WHAT IS BEING ASKED –
Check each line of the entries below for the word "linecap" and state only how many lines have it.

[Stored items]
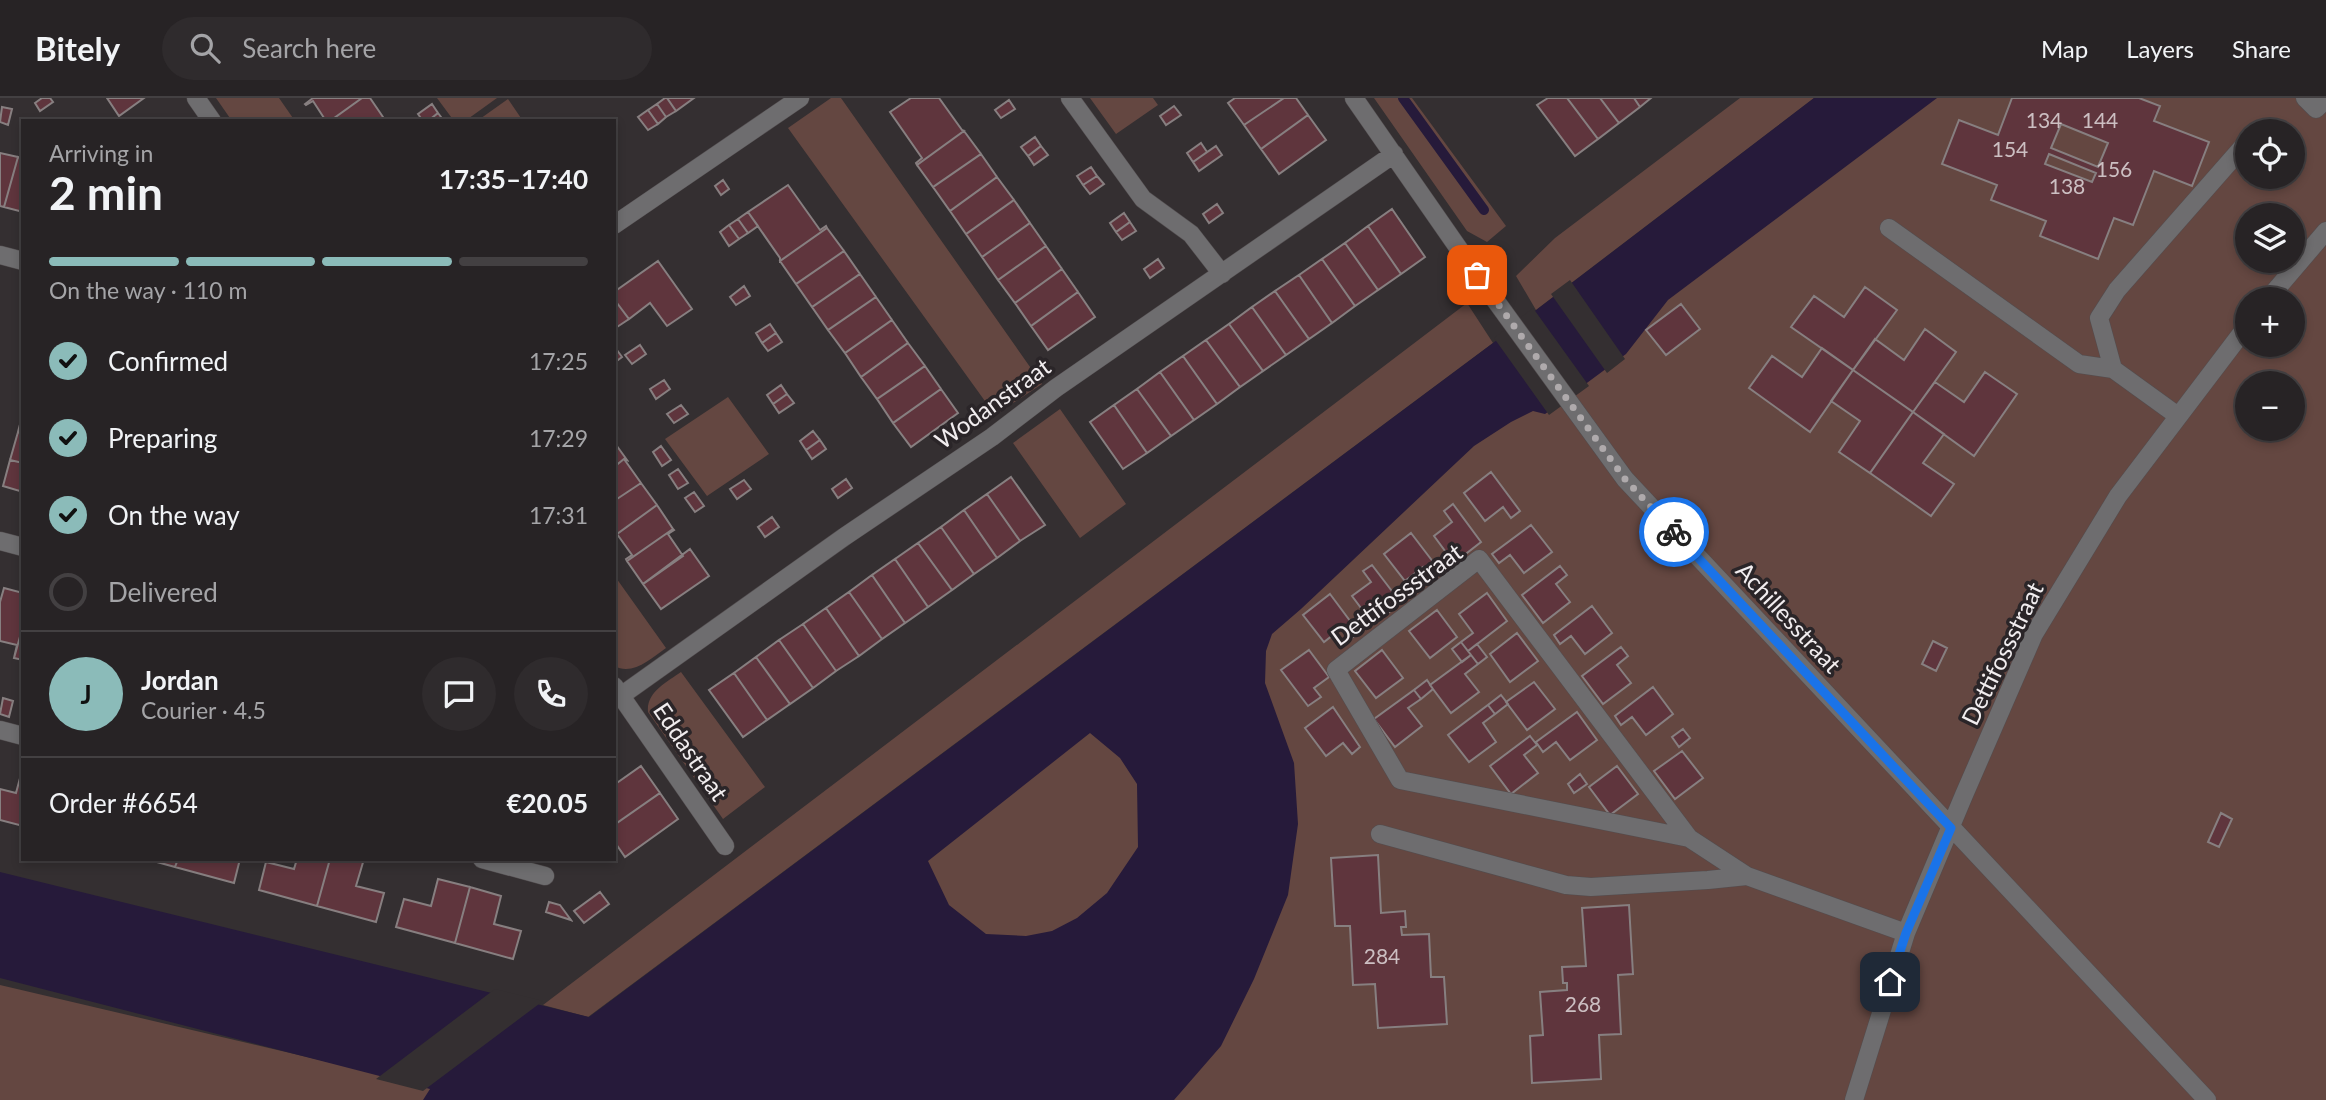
<!DOCTYPE html>
<html lang="en">
<head>
<meta charset="utf-8">
<style>
	:root { --surface:#272325; --page:#2f2b2d; --text:#f1f3f6; --muted:#a4a4a7; --line:#434042; --accent:#8bbbb9 }
	body { margin:0; font-family:Lato,sans-serif; background:var(--page); color:var(--text); height:100vh; display:flex; flex-direction:column; font-size:26px; white-space:nowrap }
	* { box-sizing:border-box; margin:0 }
	p { font-size:23px; color:var(--muted) }
	.icon { flex:none; width:38px; height:38px; fill:none; stroke:currentColor; stroke-width:2; stroke-linecap:round; stroke-linejoin:round }
	.map { position:relative; flex:1; overflow:hidden }
	.panel { position:absolute; left:21px; top:21px; width:595px; height:742px; display:flex; flex-direction:column; background:var(--surface); border-radius:0px; box-shadow:0 4px 10px #0003,0 0 0 2px var(--line) }
	.panel>* { flex:none }
	.fabs { position:absolute; left:2235px; top:21px; display:grid; gap:14px }
	.fabs a { display:grid; place-items:center; width:70px; height:70px; border-radius:50%; background:var(--surface); box-shadow:0 4px 10px #0003,0 0 0 2px var(--line); font-size:35px }
	.pin { position:absolute; display:grid; place-items:center; width:60px; height:60px; color:#fff; margin:-30px; border-radius:14px; box-shadow:0 4px 10px #0006 }
	.courier { position:absolute; display:grid; place-items:center; width:70px; height:70px; margin:-35px; border:5px solid #1a73e8; border-radius:50%; background:#fff; color:#222; box-shadow:0 2px 9px #0007 }
	.overview em { font-style:normal; font-weight:700 }
	.overview div { display:flex; flex-direction:column-reverse }
	.overview { display:flex; align-items:center; justify-content:space-between; height:119px; padding:0 28px }
	h1 { font-size:46px; font-weight:700; line-height:52px }
	.bar { display:grid; grid-template-columns:repeat(4,1fr); gap:10px 7px; align-content:center; height:84px; padding:0 28px }
	.bar i { height:9px; border-radius:5px; background:var(--line) }
	.bar .current { background:var(--accent) }
	.bar p { grid-column:span 4 }
	.line { display:flex; align-items:center; gap:18px; padding:0 28px; border-top:2px solid var(--line) }
	.line div { flex:1 }
	.round { display:grid; place-items:center; flex:none; width:74px; height:74px; border-radius:37px; background:var(--page) }
	ol { padding:0 28px; list-style:none }
	li { display:flex; align-items:center; gap:21px; height:77px }
	li p { margin-inline-start:auto }
	li .icon { padding:7px; border-radius:50%; background:var(--accent); color:#111; stroke-width:4 }
	li:last-child { color:var(--muted) }
	li i { width:38px; height:38px; border:4px solid var(--line); border-radius:50% }
	header { display:flex; align-items:center; gap:42px; box-sizing:border-box; height:98px; padding:0 35px; background:var(--surface); border-bottom:2px solid var(--line) }
	header strong { font-size:33px }
	nav { display:flex; gap:38px; margin-inline-start:auto; font-size:24px }
	.search { width:490px; height:63px; background:var(--page); display:flex; align-items:center; gap:18px; box-sizing:border-box; padding:0 24px; border-radius:38px; color:var(--muted); font-size:26px }
	.map>svg:first-child { display:block }
	.green { fill:#644741; fill-rule:evenodd }
	.water { fill:#261a3a; fill-rule:evenodd }
	.pier { fill:#342f31 }
	.lines { fill:none; stroke-linecap:round; stroke-linejoin:round }
	.stream { stroke:#261a3a; stroke-width:10 }
	.building { fill:#5f353d; stroke:#877f80; stroke-width:2; fill-rule:evenodd }
	.minor-casing { stroke:#524d4f; stroke-width:19 }
	.minor { stroke:#6e6d6f; stroke-width:18 }
	.done { stroke:#afaaac; stroke-width:7; stroke-dasharray:0 12.6 }
	.route { stroke:#1a73e8; stroke-width:9 }
	.labels { text-anchor:middle; stroke-width:7; stroke-linejoin:round; paint-order:stroke }
	.number-label { font-size:21px; fill:#ccbfc2 }
	.street-label { font-size:24px; fill:#f1edef; stroke:#2a2528 }
</style>
</head>
<body>
<header>
<strong>Bitely</strong>
<div class="search"><svg class="icon" aria-label="search" viewBox="0 0 24 24"><circle cx="10" cy="10" r="6"/><path d="M15 15l6 6"/></svg>Search here</div>
<nav><a>Map</a><a>Layers</a><a>Share</a></nav>
</header>
<div class="map">
<svg width="2326" height="1002" viewBox="0 0 2326 1002">
	<rect width="100%" height="100%" fill="#342f31"/>
	<path class="green" d="M216,0h63l16,23h-63z
		M437,0h60l-32,23h-11z
		M831,0h10l201,286 -47,31 -207,-287z
		M1090,0h63l5,7 -42,29z
		M1374,0h38l94,128 -19,16 -20,-11z
		M1740,0h74l-278,212 -20,-34 39,-38z
		M1918,0h408v1002h-1720zM2247,33h45v46h-45zM2247,117h45v46h-45zM2247,201h45v46h-45zM2247,285h45v46h-45z
		M508,1l15,22h-46z
		M1467,205l26,40 -905,674 -45,-12z
		M728,299l41,57 -62,42 -42,-57z
		M1060,311l66,95 -46,34 -67,-95z
		M614,477l52,73c-16,11 -33,28 -52,18z
		M681,574l84,115 -42,32 -75,-107c-2,-20 19,-30 33,-40z
		M0,887l490,115h-490z"/>
	<path class="water" d="M1814,0h123l-269,202 -42,54 -81,60 -12,-3 -22,11 -37,24 -173,163 -29,25 -6,17 -1,32 29,80 4,61 -10,71 -34,84 -33,67 -47,54h-751l7,-11 -430,-111v-106l589,145 904,-674zM1090,635l30,25 17,26 1,63 -31,46 -30,25 -25,13 -26,5 -40,-2 -37,-29 -21,-44z"/>
	<path class="pier" d="M1570,182l55,79 -18,14 -56,-79z
		M1533,210l56,78 -40,29 -55,-77z
		M495,891l48,12 -120,90 -47,-12z"/>
	<g class="lines">
		<path class="stream" d="M1403,0l81,112"/>
	</g>
	<path class="building" d="M42,0h8l3,4 -13,9 -5,-8z
		M107,0h37l-25,18z
		M313,0h49l-32,23h-4l-13,-20 -7,4 -1,-1z
		M362,0h8l13,19 -5,4h-48z
		M665,0h2l9,13 -10,6 -9,-13z
		M667,0h27l-18,13z
		M911,0h28l23,32 2,1 -47,34 -1,-2 6,-5 -32,-46z
		M1235,0h49l-40,27 -16,-22z
		M1284,0h12l12,17 -47,34 -17,-24z
		M1548,0h19l31,41 -23,17 -38,-51z
		M1567,0h33l19,25 -21,16z
		M1600,0h34l6,9 -21,16z
		M1634,0h17l-11,9z
		M2012,0h127l21,8 -6,15 55,21 -17,44 -38,-15 -21,54 -19,-7 -16,41 -58,-23 6,-15 -55,-21 6,-15 -55,-21 17,-44 39,15zM2061,26l47,19 -10,24 -47,-19zM2049,56l47,19 -4,9 -47,-18z
		M1009,2l6,9 -14,9 -6,-8z
		M432,6l6,9 -10,8h-5l-5,-7z
		M657,6l9,13 -8,7 -10,-14z
		M1174,8l7,9 -15,10 -6,-9z
		M2,9l10,2 -4,16 -8,-3z
		M648,12l10,14 -10,6 -10,-13z
		M438,15l6,8h-16z
		M1308,17l18,25 -47,34 -18,-25z
		M964,33l17,23 -48,33 -16,-22z
		M1035,39l6,9 -13,10 -7,-9z
		M1201,45l6,9 -14,10 -6,-9z
		M1041,48l7,9 -14,10 -6,-9z
		M1216,48l6,9 -23,16 -6,-9z
		M0,55l18,4 -14,50 -4,-1z
		M981,56l16,23 -47,34 -17,-24z
		M18,59l5,2v53l-19,-5z
		M1091,69l6,9 -14,9 -6,-9z
		M1097,78l7,8 -14,10 -7,-9z
		M997,79l17,23 -48,34 -16,-23z
		M723,82l6,9 -8,6 -6,-9z
		M788,87l32,45 6,-4 1,2 -47,33v-3l-32,-46z
		M1014,102l16,23 -48,34 -16,-23z
		M1217,106l6,9 -14,10 -6,-9z
		M1392,111l33,48 -24,17 -33,-48z
		M748,114l10,14 -10,7 -10,-14z
		M1124,115l6,9 -14,10 -6,-9z
		M738,121l10,14 -9,6 -10,-14z
		M1130,124l6,9 -14,9 -6,-8z
		M1030,125l16,23 -48,34 -16,-23z
		M729,127l10,14 -10,7 -9,-14z
		M1368,128l33,48 -23,16 -33,-47z
		M827,130l17,23 -48,33 -16,-23z
		M1345,145l33,47 -23,16 -33,-47z
		M1046,148l16,23 -47,34 -17,-23z
		M844,153l16,23 -48,33 -16,-23z
		M1158,161l6,9 -14,10 -6,-9z
		M1322,161l33,47 -23,17 -33,-48z
		M658,163l34,48 -25,17 -17,-23 -21,16 -15,-20v-7z
		M1062,171l16,23 -47,34 -16,-23z
		M860,176l16,23 -48,33 -16,-23z
		M1299,177l33,48 -23,16 -34,-48z
		M744,188l6,10 -14,9 -6,-8z
		M1865,189l32,23 -44,60 -62,-43 23,-31 30,21z
		M1275,193l34,48 -23,16 -34,-48z
		M1078,194l17,25 -47,33 -17,-24z
		M876,199l16,23 -47,33 -17,-23z
		M614,201l15,20 -15,10z
		M1681,206l19,25 -34,26 -20,-25z
		M1252,209l34,48 -23,16 -34,-47z
		M892,222l16,23 -47,34 -16,-24z
		M770,226l6,9 -14,10 -6,-10z
		M1229,226l34,47 -23,16 -34,-47z
		M1925,231l31,23 -43,60 -60,-42 22,-31 29,21z
		M776,235l6,9 -14,9 -6,-8z
		M1206,242l34,47 -23,17 -34,-48z
		M908,245l17,23 -48,33 -16,-22z
		M640,247l6,9 -14,10 -7,-9z
		M614,248l8,11 -8,6z
		M1822,250l31,22 -43,62 -61,-44 23,-32 30,21z
		M1183,258l34,48 -23,16 -34,-48z
		M925,268l16,23 -48,34 -16,-24z
		M1853,272l60,42 -43,61 -31,-21 21,-31 -29,-20z
		M1160,274l34,48 -23,16 -34,-47z
		M1985,274l32,22 -43,62 -61,-44 22,-30 29,20z
		M664,282l6,9 -14,10 -6,-10z
		M781,287l6,9 -14,10 -6,-9z
		M941,291l17,24 -47,34 -18,-24z
		M1137,291l34,47 -24,17 -33,-48z
		M787,296l7,9 -15,10 -6,-9z
		M681,307l7,9 -14,9 -7,-9z
		M1114,307l33,48 -24,16 -33,-47z
		M1913,314l31,22 -21,29 31,21 -23,32 -61,-43z
		M23,315v21l-5,-2z
		M813,333l7,9 -14,10 -6,-9z
		M18,334l5,2v29l-13,-3z
		M820,342l6,9 -14,10 -6,-9z
		M614,344l13,18 -3,-1 -10,8z
		M661,348l10,14 -9,6 -9,-14z
		M624,361l17,24 -27,18v-34z
		M10,362l13,3v29l-20,-6z
		M678,371l10,14 -10,6 -9,-14z
		M1491,374l29,39 -9,7 -8,-11 -18,14 -21,-28z
		M1011,379l34,48 -25,16 -33,-47z
		M846,381l6,9 -14,10 -6,-9z
		M744,382l7,9 -14,10 -7,-10z
		M641,385l16,22 -40,29 -3,-5v-28z
		M694,394l10,14 -9,6 -10,-14z
		M987,396l33,47 -23,17 -33,-48z
		M1453,406l28,38 -27,21 -20,-27 18,-14 -8,-11z
		M657,407l16,24 -46,32 -1,-2 6,-4 -15,-21z
		M964,412l33,48 -23,16 -33,-47z
		M772,419l7,10 -14,10 -7,-10z
		M1531,427l21,27 -28,21 -14,-18 -11,8 -7,-9z
		M941,429l33,47 -22,16 -34,-47z
		M673,431l1,1 -6,4 15,22 -40,28 -16,-23z
		M1411,435l29,38 -9,7 -8,-11 -18,14 -21,-27z
		M918,445l34,47 -24,17 -33,-48z
		M690,451l19,27 -48,33 -18,-25z
		M895,461l33,48 -23,16 -33,-48z
		M1372,467l29,38 -28,21 -21,-28 19,-14 -8,-11z
		M1560,468l7,9 -11,9 14,18 -27,21 -21,-28z
		M872,477l33,48 -23,16 -33,-47z
		M4,490l19,5v33l-9,32 3,-13 -17,-4v-39z
		M849,494l33,47 -23,17 -33,-48z
		M1487,495l20,28 -39,30 -7,-9 12,-9 -14,-19z
		M1330,496l29,39 -9,6 -8,-11 -18,14 -21,-27z
		M1592,508l20,27 -27,21 -14,-18 -11,8 -6,-9z
		M826,510l33,48 -23,15 -33,-47z
		M1437,512l20,27 -27,21 -21,-27z
		M803,526l33,47 -23,17 -34,-48z
		M23,528v34l-9,-2z
		M1517,535l21,28 -28,21 -20,-28z
		M779,542l34,48 -23,16 -34,-47z
		M1933,543l14,7 -11,23 -14,-7z
		M1461,544l10,13 -9,7 -10,-13z
		M1477,546l10,13 -9,7 -10,-13z
		M1621,549l7,9 -11,9 14,18 -28,21 -21,-28z
		M1309,552l20,27 -15,11 7,9 -13,9 -27,-36z
		M1382,552l21,28 -27,20 -21,-27z
		M1471,557l7,9 -13,10 14,18 -28,21 -21,-28z
		M756,559l34,47 -23,16 -33,-47z
		M734,575l33,47 -24,17 -34,-47z
		M1427,582l6,9 -12,10 -7,-9z
		M1534,584l21,27 -28,21 -21,-28z
		M1653,589l20,27 -27,21 -14,-18 -11,8 -6,-9z
		M1414,592l7,9 -13,9 14,18 -27,21 -21,-28z
		M1501,597l7,9 -13,10 -7,-9z
		M3,600l10,3 -4,16 -9,-3z
		M1488,607l7,9 -12,9 13,19 -27,20 -21,-27z
		M1333,609l27,40 -8,7 -9,-11 -17,13 -21,-28z
		M1577,614l20,28 -27,20 -14,-18 -13,10 -7,-10z
		M1683,631l7,9 -11,9 -7,-10z
		M1530,638l7,9 -13,10 14,18 -27,21 -21,-28z
		M1682,653l21,27 -28,21 -21,-28z
		M641,668l19,27 -46,32v-40z
		M1617,668l21,28 -28,21 -21,-28z
		M23,669v59l-23,-6v-31l16,4z
		M1580,676l7,10 -13,9 -6,-9z
		M660,695l18,26 -53,38 -11,-16v-16z
		M2221,715l11,6 -13,28 -11,-5z
		M1378,757l3,58 24,-2 1,16h-5l1,8 27,-1 2,43h13l3,47 -69,4 -3,-44 -22,1 -3,-59h-15l-4,-68z
		M146,761h32l-3,8z
		M178,761h62l-6,24 -59,-16z
		M297,761h33l-13,47 -58,-16 7,-28 28,7z
		M330,761h34l-8,27 28,7 -8,29 -59,-16z
		M438,781l32,8 -15,56 -59,-16 8,-28 27,7z
		M470,789l31,9 -7,28 27,7 -8,28 -58,-16z
		M600,794l9,12 -25,19 -10,-12z
		M549,804l11,3 11,15 -25,-8z
		M1629,807l4,69 -15,1 3,59 -22,1 2,44 -69,4 -2,-47 13,-1 -3,-43 27,-2v-7h-4l-1,-16 24,-1 -4,-58z"/>
	<g class="lines">
		<g class="minor-casing">
			<path id="minor" d="M196,0l16,23
				M1070,0l73,101 48,35 31,40
				M1354,0l123,177 148,204 582,621
				M2305,0l11,11 10,-10
				M614,127l186,-127
				M1889,130l190,136 34,5
				M0,157l23,6
				M2268,201l58,-68
				M2178,318l-65,-47 -14,-51 18,-28 130,-148
				M0,443l23,6
				M614,588l111,160
				M622,597l222,-158 148,-100 64,-49 338,-234
				M0,632l23,6
				M1380,736l186,51 25,2 117,-7 39,-4 159,57
				M1689,740l-289,-58 -64,-110 143,-111 210,279 58,38
				M482,761l63,17
				M1854,1002l52,-167 58,-138 70,-161 84,-138 129,-170"/>
		</g>
		<use href="#minor" class="minor"/>
	</g>
	<g class="lines">
		<path class="done" d="M1477,177l148,204 49,53"/>
		<path class="route" d="M1674,434l277,296 -45,105 -16,49"/>
	</g>
	<g class="labels">
		<g class="number-label">
			<text x="2044" y="30">134</text>
			<text x="2100" y="30">144</text>
			<text x="2010" y="59">154</text>
			<text x="2114" y="79">156</text>
			<text x="2067" y="96">138</text>
			<text x="1382" y="866">284</text>
			<text x="1583" y="914">268</text>
		</g>
		<g class="street-label">
			<text transform="translate(993 306) rotate(-36)" y="8">Wodanstraat</text>
			<text transform="translate(1397 497) rotate(-36)" y="8">Dettifossstraat</text>
			<text transform="translate(1788 520) rotate(47)" y="8">Achillesstraat</text>
			<text transform="translate(2003 556) rotate(-64)" y="8">Dettifossstraat</text>
			<text transform="translate(690 654) rotate(56)" y="8">Eddastraat</text>
		</g>
	</g>
</svg>
<div class="fabs">
<a><svg class="icon" aria-label="locate" viewBox="0 0 24 24"><circle cx="12" cy="12" r="6"/><path d="M12 2v4M12 18v4M2 12h4M18 12h4"/></svg></a>
<a><svg class="icon" aria-label="layers" viewBox="0 0 24 24"><path d="M12 4l9 5-9 5-9-5zM3 14l9 5 9-5"/></svg></a>
<a>+</a>
<a>−</a>
</div>
<div class="pin" style="left:1477px;top:177px;background:#ea580c"><svg class="icon" aria-label="bag" viewBox="0 0 24 24"><path d="M5 8h14l-1 12H6zM9 8a3 3 0 0 1 6 0"/></svg></div>
<div class="pin" style="left:1890px;top:884px;background:#1f2937"><svg class="icon" aria-label="home" viewBox="0 0 24 24"><path d="M3 11l9-7 9 7M6 9v11h12V9"/></svg></div>
<div class="courier" style="left:1674px;top:434px"><svg class="icon" aria-label="bike" viewBox="0 0 24 24"><circle cx="6" cy="16" r="4"/><circle cx="18" cy="16" r="4"/><path d="M6 16l4-8h5l3 8M10 8l3 8H6M13 5h3"/></svg></div>
<section class="panel">
<div class="overview"><div><h1>2 min</h1><p>Arriving in</p></div><em>17:35–17:40</em></div>
<div class="bar"><i class="current"></i><i class="current"></i><i class="current"></i><i></i><p>On the way · 110 m</p></div>
<ol>
<li><svg class="icon" aria-label="check" viewBox="0 0 24 24"><path d="M5 12l5 5 9-10"/></svg>Confirmed<p>17:25</p></li>
<li><svg class="icon" aria-label="check" viewBox="0 0 24 24"><path d="M5 12l5 5 9-10"/></svg>Preparing<p>17:29</p></li>
<li><svg class="icon" aria-label="check" viewBox="0 0 24 24"><path d="M5 12l5 5 9-10"/></svg>On the way<p>17:31</p></li>
<li><i></i>Delivered</li>
</ol>
<div class="line" style="height:126px"><b class="round" style="background:var(--accent);color:#111">J</b><div><b>Jordan</b><p>Courier · 4.5</p></div><a class="round"><svg class="icon" aria-label="chat" viewBox="0 0 24 24"><path d="M4 5h16v11H9l-5 4z"/></svg></a><a class="round"><svg class="icon" aria-label="phone" viewBox="0 0 24 24"><path d="M5 4h4l2 5-3 2q2 4 5 5l2-3 5 2v4C11 20 4 13 5 4z"/></svg></a></div>
<div class="line" style="height:91px"><div>Order #6654</div><b>€20.05</b></div>
</section>
</div>
</body>
</html>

RESULT OF THIS EXERCISE –
2